■ Stored dataset items ■
:::::

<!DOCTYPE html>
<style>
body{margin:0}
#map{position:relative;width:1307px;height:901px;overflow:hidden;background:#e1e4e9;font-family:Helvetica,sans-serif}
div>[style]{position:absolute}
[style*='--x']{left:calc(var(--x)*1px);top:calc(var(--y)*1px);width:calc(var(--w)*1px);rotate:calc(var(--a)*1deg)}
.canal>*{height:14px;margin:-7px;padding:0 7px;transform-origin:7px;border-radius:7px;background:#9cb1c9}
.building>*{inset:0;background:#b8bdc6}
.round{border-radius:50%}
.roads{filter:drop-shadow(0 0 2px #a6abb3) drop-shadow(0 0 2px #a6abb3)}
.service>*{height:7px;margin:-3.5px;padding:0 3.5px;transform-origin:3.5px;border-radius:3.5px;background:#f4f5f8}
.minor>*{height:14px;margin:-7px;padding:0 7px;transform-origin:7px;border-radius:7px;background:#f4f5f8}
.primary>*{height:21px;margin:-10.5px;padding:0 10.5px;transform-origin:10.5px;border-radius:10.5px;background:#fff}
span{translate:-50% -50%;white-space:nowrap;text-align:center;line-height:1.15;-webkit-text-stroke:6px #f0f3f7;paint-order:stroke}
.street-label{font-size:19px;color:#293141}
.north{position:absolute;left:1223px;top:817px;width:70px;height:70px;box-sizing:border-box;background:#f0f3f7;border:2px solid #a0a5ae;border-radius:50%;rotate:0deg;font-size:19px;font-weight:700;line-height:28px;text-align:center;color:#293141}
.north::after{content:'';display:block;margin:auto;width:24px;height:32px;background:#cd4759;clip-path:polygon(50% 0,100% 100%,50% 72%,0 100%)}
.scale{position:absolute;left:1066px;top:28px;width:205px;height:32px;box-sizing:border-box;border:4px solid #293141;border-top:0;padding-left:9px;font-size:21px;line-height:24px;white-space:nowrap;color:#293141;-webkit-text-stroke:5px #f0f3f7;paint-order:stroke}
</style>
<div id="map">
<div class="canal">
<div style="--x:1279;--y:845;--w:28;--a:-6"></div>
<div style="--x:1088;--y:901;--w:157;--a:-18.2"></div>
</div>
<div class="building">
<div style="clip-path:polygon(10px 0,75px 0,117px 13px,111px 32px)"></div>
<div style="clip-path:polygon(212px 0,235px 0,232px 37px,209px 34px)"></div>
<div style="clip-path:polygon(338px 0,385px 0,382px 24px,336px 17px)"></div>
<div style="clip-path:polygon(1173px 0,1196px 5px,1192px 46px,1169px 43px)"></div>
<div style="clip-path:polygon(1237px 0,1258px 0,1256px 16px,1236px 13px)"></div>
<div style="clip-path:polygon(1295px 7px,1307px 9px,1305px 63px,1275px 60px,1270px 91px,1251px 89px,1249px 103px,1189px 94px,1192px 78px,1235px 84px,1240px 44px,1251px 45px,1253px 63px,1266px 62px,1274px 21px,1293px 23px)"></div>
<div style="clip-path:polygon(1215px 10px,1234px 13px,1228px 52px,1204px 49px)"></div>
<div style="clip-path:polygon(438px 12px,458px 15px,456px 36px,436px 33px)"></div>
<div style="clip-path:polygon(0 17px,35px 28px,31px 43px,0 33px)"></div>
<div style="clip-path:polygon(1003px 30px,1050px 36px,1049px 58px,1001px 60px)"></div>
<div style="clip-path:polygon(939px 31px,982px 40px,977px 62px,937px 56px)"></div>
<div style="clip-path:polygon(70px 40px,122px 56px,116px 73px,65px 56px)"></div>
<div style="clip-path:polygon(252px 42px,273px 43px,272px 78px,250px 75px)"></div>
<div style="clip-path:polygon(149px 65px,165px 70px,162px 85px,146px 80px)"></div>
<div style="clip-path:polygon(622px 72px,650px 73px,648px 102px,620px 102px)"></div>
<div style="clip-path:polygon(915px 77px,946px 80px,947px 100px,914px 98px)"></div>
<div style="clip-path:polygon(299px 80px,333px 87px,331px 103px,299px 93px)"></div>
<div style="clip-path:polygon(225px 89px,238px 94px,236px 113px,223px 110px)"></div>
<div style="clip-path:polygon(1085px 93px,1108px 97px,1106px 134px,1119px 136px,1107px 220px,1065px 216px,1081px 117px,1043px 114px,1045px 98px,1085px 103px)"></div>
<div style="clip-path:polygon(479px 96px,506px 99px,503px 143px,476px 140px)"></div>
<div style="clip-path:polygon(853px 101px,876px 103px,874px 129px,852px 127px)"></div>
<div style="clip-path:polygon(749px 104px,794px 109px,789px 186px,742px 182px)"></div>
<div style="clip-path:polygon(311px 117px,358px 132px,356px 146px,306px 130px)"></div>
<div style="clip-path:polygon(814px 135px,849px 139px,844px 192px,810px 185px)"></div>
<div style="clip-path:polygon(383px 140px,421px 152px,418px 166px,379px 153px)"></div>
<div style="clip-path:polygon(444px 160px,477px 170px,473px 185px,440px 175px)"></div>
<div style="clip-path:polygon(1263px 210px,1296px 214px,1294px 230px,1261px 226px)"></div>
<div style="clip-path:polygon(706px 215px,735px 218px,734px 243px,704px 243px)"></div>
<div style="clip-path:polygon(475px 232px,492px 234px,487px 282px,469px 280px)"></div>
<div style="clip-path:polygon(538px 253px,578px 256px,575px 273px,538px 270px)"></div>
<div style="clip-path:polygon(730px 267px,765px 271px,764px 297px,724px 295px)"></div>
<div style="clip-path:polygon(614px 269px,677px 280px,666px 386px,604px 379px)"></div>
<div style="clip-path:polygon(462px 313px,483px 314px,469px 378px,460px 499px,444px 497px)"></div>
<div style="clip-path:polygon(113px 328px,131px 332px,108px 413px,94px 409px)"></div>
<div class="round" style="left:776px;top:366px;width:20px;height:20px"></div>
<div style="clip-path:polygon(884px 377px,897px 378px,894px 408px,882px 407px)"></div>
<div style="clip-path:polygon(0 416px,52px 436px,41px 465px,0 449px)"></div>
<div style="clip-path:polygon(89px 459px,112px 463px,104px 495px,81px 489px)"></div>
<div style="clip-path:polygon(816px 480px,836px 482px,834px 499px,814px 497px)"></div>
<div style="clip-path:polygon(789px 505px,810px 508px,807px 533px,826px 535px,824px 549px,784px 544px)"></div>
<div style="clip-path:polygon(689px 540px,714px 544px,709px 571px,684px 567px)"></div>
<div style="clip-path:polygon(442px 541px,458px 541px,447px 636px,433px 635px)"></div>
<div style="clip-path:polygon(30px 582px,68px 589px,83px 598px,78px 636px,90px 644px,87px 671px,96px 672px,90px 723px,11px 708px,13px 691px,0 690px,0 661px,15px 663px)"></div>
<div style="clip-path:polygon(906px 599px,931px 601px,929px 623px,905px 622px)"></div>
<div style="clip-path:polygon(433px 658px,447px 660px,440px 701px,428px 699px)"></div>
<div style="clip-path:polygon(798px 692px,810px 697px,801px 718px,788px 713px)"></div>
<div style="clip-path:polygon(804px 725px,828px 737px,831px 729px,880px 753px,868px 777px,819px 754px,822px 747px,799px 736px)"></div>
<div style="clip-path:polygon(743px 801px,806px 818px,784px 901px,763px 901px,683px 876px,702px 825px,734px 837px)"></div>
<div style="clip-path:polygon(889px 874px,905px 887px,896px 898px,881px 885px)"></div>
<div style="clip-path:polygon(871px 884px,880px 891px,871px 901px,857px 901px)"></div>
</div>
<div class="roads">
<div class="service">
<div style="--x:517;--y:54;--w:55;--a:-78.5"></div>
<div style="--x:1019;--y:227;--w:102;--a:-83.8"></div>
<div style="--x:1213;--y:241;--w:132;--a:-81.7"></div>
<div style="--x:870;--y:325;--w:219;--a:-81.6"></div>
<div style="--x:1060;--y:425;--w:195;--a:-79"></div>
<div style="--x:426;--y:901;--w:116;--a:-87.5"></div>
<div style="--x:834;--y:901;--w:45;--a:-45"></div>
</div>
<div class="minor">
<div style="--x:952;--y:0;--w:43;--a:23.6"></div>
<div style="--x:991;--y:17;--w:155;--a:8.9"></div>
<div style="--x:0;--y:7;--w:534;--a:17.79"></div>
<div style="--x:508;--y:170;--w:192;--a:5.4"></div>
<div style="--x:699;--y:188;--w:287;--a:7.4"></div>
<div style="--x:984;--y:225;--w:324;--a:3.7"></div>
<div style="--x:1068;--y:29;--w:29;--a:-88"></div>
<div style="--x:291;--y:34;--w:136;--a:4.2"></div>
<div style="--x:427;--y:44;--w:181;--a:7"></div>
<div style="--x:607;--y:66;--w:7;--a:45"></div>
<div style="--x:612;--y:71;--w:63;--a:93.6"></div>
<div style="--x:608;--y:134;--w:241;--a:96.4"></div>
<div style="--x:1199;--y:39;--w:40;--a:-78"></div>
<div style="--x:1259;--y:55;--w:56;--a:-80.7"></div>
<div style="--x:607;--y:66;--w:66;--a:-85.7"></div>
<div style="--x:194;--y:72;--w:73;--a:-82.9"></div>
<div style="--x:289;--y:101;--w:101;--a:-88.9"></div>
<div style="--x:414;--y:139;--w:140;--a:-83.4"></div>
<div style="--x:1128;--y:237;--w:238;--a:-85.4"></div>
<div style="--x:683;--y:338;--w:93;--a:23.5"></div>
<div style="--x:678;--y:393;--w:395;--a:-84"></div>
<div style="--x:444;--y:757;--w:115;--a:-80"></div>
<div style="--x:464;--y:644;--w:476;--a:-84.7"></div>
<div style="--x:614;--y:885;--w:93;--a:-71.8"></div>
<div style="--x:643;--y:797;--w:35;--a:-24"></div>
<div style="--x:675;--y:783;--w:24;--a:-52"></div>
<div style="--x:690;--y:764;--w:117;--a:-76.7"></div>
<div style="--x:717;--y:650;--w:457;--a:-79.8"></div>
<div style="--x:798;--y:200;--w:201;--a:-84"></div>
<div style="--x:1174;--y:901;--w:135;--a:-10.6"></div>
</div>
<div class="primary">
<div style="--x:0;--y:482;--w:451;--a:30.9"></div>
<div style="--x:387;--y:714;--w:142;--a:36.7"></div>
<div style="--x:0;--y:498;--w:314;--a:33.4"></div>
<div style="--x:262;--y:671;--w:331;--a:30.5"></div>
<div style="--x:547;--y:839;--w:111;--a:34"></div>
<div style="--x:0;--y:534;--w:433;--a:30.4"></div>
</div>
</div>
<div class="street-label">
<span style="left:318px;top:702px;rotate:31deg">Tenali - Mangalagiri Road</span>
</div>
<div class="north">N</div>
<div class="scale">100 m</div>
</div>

:::::

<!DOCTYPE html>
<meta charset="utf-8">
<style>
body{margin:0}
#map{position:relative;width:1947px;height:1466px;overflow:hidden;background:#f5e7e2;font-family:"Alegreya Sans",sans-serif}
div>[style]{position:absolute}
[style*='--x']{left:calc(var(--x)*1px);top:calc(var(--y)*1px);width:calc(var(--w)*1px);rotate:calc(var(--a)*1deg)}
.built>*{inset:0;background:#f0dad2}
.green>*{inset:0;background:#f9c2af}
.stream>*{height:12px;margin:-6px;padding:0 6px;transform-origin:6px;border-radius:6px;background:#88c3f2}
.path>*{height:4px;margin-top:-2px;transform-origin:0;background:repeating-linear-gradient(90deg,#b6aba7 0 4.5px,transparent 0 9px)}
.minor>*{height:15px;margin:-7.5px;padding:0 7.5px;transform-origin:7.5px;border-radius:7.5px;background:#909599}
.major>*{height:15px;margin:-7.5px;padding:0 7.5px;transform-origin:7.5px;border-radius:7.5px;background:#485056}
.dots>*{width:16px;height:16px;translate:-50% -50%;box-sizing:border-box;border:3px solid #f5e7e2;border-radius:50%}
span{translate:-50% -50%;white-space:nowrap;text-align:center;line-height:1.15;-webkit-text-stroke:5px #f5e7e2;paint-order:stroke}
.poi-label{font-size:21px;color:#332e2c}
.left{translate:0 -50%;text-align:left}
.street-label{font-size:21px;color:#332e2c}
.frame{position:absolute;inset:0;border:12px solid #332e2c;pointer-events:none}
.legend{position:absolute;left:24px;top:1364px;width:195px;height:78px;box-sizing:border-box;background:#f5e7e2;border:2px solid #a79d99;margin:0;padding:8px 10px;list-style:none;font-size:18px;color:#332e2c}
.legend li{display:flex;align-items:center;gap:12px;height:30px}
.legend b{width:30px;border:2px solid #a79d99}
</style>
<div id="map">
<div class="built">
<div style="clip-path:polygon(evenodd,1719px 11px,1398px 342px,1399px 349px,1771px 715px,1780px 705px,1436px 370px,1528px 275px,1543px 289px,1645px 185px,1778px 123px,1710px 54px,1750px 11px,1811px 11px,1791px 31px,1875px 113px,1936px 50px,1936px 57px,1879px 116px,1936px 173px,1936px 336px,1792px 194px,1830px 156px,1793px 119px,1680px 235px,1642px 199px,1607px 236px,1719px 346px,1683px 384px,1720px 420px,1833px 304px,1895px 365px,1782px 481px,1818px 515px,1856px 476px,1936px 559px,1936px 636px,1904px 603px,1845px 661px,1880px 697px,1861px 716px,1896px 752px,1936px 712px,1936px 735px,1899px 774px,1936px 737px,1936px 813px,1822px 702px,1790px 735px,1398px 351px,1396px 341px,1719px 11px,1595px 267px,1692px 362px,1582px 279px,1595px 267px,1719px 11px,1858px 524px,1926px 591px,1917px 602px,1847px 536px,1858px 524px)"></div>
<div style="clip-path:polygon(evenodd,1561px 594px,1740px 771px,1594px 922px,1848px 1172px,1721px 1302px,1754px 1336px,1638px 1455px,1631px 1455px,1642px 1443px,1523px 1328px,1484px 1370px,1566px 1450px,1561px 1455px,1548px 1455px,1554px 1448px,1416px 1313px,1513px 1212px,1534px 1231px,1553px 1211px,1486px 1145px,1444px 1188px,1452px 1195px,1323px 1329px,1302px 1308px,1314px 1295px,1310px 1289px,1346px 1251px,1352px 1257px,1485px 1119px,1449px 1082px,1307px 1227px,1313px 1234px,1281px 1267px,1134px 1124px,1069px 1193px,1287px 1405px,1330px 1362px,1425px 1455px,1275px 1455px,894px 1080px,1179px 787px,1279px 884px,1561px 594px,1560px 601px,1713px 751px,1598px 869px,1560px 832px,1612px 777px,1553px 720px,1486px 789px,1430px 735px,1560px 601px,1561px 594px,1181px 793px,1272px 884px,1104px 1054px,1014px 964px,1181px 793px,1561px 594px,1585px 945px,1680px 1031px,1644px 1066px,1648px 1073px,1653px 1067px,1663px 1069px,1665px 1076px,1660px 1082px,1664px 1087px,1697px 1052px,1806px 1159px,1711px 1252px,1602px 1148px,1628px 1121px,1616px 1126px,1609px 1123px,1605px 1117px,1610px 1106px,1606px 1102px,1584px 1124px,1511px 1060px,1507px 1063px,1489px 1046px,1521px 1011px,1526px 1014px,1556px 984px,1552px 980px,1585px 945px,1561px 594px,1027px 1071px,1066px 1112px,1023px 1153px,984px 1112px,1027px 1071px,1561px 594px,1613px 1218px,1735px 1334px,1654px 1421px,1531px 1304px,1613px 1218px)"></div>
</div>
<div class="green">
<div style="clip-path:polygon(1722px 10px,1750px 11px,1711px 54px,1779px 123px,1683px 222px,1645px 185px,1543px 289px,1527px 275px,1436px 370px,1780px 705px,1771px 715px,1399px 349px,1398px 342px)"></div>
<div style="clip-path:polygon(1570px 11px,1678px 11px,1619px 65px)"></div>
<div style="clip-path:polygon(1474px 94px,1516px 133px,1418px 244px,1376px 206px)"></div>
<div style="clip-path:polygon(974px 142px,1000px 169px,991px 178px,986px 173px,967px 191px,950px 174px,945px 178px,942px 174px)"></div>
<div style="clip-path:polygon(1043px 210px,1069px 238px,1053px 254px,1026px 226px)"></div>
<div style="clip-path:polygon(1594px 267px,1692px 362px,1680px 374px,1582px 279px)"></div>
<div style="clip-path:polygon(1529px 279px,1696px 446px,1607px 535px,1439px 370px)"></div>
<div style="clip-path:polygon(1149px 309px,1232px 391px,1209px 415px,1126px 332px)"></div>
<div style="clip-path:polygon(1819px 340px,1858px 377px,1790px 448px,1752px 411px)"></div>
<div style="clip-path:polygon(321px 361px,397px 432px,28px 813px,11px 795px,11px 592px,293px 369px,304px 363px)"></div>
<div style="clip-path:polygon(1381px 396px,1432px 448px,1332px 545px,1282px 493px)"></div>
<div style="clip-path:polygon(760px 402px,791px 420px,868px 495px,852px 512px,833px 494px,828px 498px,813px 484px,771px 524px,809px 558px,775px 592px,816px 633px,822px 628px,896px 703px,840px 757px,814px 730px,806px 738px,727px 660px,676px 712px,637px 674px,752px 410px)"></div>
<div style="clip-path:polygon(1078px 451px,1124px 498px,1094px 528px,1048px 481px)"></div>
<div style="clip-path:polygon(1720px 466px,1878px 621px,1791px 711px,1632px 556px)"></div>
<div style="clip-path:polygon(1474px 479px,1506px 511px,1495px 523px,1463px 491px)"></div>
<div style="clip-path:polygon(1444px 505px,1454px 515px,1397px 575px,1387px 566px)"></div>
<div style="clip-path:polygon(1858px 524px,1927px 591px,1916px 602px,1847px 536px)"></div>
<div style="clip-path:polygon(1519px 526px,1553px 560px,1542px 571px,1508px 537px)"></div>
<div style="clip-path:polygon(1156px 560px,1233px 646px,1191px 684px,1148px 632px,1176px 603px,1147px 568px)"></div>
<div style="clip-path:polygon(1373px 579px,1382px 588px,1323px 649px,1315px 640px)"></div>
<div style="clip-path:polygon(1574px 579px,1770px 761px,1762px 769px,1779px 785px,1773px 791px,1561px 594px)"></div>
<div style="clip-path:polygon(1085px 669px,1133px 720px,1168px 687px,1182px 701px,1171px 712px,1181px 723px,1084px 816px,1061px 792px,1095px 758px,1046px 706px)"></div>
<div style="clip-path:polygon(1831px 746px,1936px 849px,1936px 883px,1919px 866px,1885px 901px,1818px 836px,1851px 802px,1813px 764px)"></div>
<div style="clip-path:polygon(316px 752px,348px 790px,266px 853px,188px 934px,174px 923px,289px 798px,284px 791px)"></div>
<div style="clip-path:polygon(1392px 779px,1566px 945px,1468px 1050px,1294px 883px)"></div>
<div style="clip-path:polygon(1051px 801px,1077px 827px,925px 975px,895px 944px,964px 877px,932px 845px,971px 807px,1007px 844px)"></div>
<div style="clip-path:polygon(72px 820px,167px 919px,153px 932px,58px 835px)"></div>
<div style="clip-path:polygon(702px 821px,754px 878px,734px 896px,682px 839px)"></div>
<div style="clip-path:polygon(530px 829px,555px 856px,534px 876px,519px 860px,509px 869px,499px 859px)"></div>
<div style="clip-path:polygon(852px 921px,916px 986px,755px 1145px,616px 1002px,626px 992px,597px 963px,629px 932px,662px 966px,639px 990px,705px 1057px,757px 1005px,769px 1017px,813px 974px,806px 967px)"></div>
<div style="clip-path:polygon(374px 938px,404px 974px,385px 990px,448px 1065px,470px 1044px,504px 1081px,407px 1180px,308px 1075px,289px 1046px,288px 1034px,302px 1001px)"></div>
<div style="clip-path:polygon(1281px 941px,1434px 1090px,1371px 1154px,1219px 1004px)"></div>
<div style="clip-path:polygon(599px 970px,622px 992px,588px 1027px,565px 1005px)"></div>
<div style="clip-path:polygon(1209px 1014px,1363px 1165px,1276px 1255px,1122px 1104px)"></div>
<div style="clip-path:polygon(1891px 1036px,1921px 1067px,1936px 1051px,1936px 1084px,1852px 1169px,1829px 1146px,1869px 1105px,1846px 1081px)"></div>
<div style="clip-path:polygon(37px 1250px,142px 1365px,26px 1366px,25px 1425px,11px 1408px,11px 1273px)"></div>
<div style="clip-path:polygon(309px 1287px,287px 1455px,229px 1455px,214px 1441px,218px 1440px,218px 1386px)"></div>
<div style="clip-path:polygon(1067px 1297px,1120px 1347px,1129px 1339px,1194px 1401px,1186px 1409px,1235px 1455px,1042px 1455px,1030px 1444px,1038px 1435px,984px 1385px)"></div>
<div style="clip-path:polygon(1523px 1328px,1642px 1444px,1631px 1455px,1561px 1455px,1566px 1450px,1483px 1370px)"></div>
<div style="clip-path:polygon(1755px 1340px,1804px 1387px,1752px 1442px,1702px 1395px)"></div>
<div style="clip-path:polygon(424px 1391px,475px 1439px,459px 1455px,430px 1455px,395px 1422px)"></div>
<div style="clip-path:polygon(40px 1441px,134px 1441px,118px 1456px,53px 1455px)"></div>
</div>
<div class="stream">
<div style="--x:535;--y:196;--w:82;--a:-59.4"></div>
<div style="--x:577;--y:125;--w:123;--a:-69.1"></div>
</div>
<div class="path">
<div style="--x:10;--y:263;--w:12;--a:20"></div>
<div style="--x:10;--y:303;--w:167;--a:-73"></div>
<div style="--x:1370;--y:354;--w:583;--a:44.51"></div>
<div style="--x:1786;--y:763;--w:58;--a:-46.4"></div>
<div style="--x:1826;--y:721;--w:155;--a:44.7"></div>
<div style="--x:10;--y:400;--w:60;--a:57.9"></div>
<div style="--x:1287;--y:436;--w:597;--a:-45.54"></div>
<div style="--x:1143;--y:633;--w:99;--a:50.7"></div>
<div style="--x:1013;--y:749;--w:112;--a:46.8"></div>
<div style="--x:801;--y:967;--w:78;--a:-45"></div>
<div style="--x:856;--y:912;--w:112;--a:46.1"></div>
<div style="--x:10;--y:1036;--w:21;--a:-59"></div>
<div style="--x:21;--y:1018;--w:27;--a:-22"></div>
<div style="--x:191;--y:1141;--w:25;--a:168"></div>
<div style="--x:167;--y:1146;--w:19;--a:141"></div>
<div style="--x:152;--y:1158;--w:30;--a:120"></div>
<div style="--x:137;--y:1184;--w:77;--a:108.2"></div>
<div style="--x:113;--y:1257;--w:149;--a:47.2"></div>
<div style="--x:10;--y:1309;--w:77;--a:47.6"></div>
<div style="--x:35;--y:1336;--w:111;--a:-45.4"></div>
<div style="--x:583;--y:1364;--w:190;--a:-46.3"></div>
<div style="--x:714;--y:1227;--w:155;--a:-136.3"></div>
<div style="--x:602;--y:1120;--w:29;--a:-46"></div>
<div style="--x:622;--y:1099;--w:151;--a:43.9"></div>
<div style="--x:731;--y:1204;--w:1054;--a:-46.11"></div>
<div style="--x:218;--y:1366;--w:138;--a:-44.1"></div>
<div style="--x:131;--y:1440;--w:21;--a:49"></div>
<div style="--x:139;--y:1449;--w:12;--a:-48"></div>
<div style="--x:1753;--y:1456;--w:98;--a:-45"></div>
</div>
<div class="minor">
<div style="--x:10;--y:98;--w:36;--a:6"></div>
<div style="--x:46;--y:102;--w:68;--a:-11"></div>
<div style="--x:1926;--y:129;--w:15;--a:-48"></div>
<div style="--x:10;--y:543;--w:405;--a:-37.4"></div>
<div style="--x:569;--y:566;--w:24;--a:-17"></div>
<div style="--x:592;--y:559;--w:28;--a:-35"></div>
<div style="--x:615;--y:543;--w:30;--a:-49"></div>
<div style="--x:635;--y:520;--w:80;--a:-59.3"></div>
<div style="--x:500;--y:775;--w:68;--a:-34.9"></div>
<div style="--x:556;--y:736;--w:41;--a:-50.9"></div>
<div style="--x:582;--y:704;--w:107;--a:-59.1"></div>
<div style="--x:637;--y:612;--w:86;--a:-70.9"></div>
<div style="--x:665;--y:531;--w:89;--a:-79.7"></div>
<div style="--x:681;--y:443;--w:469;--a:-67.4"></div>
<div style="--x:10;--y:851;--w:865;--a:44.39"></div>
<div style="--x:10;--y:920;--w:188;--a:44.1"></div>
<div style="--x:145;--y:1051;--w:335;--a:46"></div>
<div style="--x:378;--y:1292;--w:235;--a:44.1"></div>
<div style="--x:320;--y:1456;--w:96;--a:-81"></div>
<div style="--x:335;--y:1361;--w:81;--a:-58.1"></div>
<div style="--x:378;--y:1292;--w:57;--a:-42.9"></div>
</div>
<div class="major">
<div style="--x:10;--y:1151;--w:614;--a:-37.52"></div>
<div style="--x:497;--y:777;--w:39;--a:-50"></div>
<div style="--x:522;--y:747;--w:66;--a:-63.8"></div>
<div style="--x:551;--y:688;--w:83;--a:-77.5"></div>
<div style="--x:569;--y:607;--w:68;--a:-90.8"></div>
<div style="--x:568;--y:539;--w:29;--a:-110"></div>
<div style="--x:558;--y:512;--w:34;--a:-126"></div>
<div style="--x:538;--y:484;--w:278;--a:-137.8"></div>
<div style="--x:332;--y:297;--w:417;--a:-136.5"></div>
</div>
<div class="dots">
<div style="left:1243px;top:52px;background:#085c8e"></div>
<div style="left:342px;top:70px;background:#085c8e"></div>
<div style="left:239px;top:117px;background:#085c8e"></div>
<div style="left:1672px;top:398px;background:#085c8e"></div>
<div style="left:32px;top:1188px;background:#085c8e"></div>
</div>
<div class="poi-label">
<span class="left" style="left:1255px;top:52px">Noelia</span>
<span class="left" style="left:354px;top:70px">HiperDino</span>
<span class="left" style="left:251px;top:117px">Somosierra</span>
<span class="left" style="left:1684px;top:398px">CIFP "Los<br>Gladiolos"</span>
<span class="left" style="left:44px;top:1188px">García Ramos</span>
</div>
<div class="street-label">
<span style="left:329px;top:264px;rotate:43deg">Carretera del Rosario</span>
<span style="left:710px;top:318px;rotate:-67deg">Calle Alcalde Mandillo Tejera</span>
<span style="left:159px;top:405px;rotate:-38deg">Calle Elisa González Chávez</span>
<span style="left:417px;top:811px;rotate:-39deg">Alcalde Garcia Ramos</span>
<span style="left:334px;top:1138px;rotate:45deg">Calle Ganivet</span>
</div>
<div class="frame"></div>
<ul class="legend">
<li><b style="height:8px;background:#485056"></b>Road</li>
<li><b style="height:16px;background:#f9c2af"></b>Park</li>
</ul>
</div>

:::::

■ Work to be completed ■
What is needed is each line of the entries that contains the word "service".

■ Answer ■
.service>*{height:7px;margin:-3.5px;padding:0 3.5px;transform-origin:3.5px;border-radius:3.5px;background:#f4f5f8}
<div class="service">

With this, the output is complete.